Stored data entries
⁂
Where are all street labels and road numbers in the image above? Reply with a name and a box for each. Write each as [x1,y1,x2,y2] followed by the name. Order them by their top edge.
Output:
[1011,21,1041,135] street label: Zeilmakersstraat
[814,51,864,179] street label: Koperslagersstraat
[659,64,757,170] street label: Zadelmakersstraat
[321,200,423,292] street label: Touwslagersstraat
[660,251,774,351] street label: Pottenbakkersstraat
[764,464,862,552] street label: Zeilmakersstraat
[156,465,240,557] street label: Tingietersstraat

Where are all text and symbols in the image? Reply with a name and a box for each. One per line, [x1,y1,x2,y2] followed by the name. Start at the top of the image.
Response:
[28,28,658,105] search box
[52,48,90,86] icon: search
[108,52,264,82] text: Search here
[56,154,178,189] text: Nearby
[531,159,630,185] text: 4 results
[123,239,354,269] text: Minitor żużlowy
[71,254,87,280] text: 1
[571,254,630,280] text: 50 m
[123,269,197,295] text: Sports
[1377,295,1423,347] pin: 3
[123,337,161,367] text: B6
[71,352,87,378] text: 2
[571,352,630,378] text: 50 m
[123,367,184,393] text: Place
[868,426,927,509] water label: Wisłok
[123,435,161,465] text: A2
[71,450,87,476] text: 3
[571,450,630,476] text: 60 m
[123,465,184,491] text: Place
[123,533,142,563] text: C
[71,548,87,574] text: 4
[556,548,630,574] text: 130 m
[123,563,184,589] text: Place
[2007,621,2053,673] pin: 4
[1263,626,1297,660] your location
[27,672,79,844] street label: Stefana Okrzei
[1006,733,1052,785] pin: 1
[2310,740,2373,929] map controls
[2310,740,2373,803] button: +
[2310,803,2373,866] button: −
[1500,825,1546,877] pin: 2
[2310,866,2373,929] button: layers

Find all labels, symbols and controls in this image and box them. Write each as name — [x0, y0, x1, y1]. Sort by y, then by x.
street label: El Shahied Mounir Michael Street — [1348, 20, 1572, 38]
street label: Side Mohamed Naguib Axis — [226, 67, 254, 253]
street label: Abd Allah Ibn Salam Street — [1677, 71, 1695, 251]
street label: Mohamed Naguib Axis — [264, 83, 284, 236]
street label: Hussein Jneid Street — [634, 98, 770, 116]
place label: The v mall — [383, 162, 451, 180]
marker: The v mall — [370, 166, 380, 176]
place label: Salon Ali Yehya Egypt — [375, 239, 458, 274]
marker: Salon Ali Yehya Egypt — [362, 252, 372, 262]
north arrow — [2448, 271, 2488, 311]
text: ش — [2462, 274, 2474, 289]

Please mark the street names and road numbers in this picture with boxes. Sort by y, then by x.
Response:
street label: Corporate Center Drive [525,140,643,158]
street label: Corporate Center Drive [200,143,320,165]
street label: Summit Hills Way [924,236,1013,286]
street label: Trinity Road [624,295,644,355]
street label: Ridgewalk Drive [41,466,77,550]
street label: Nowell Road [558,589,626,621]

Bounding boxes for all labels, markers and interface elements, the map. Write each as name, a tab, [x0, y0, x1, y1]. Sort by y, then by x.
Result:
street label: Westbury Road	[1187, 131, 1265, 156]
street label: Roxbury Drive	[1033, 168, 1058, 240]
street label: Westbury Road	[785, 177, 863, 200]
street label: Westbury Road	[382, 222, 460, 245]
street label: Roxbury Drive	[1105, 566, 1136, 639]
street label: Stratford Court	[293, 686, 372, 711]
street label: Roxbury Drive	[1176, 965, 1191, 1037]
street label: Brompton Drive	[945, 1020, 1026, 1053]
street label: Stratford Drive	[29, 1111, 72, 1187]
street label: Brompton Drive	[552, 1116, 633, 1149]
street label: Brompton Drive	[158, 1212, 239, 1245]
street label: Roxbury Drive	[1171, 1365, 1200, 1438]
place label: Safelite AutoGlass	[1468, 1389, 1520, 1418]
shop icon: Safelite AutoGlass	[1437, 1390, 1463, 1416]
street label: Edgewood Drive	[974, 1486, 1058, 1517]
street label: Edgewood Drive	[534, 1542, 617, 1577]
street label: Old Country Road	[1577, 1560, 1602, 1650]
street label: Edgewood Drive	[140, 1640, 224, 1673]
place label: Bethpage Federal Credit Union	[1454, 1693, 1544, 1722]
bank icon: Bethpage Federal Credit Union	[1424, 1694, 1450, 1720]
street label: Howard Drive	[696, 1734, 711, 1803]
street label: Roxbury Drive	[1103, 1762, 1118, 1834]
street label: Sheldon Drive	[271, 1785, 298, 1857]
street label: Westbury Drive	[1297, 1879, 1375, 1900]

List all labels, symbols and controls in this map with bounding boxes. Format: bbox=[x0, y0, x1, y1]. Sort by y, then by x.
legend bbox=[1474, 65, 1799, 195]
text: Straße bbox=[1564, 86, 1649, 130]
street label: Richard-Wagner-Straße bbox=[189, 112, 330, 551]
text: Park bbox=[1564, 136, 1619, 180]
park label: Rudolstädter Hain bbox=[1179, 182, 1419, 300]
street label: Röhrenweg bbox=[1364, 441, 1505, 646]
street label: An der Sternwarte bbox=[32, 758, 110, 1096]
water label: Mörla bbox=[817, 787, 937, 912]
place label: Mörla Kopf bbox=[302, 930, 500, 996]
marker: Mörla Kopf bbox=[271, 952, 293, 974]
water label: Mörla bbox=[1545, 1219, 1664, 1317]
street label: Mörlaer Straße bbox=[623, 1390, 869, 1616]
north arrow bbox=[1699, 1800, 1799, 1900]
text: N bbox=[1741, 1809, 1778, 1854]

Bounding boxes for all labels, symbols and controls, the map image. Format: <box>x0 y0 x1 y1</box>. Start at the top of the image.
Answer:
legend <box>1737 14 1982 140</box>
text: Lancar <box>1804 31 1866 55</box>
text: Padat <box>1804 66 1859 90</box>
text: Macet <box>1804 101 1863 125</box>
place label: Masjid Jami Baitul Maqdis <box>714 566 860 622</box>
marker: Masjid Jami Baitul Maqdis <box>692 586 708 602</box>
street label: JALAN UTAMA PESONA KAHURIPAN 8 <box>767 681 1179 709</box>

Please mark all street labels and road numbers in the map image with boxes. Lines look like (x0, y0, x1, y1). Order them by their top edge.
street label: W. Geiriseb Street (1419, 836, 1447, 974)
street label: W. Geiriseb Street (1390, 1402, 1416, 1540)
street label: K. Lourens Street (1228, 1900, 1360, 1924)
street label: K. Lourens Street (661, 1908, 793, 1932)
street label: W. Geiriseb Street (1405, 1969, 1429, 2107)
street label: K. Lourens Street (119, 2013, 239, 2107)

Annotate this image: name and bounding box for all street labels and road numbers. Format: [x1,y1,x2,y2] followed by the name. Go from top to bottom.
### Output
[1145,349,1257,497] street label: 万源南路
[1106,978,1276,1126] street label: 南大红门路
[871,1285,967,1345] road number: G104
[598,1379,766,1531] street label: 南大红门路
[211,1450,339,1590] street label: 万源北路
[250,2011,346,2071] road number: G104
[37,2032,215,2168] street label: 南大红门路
⁂
Using the records above, select and copy every line that has the word "Where".

- Reply:
Where are all street labels and road numbers in the image above? Reply with a name and a box for each. Write each as [x1,y1,x2,y2] followed by the name. Order them by their top edge.
Where are all text and symbols in the image? Reply with a name and a box for each. One per line, [x1,y1,x2,y2] followed by the name. Start at the top of the image.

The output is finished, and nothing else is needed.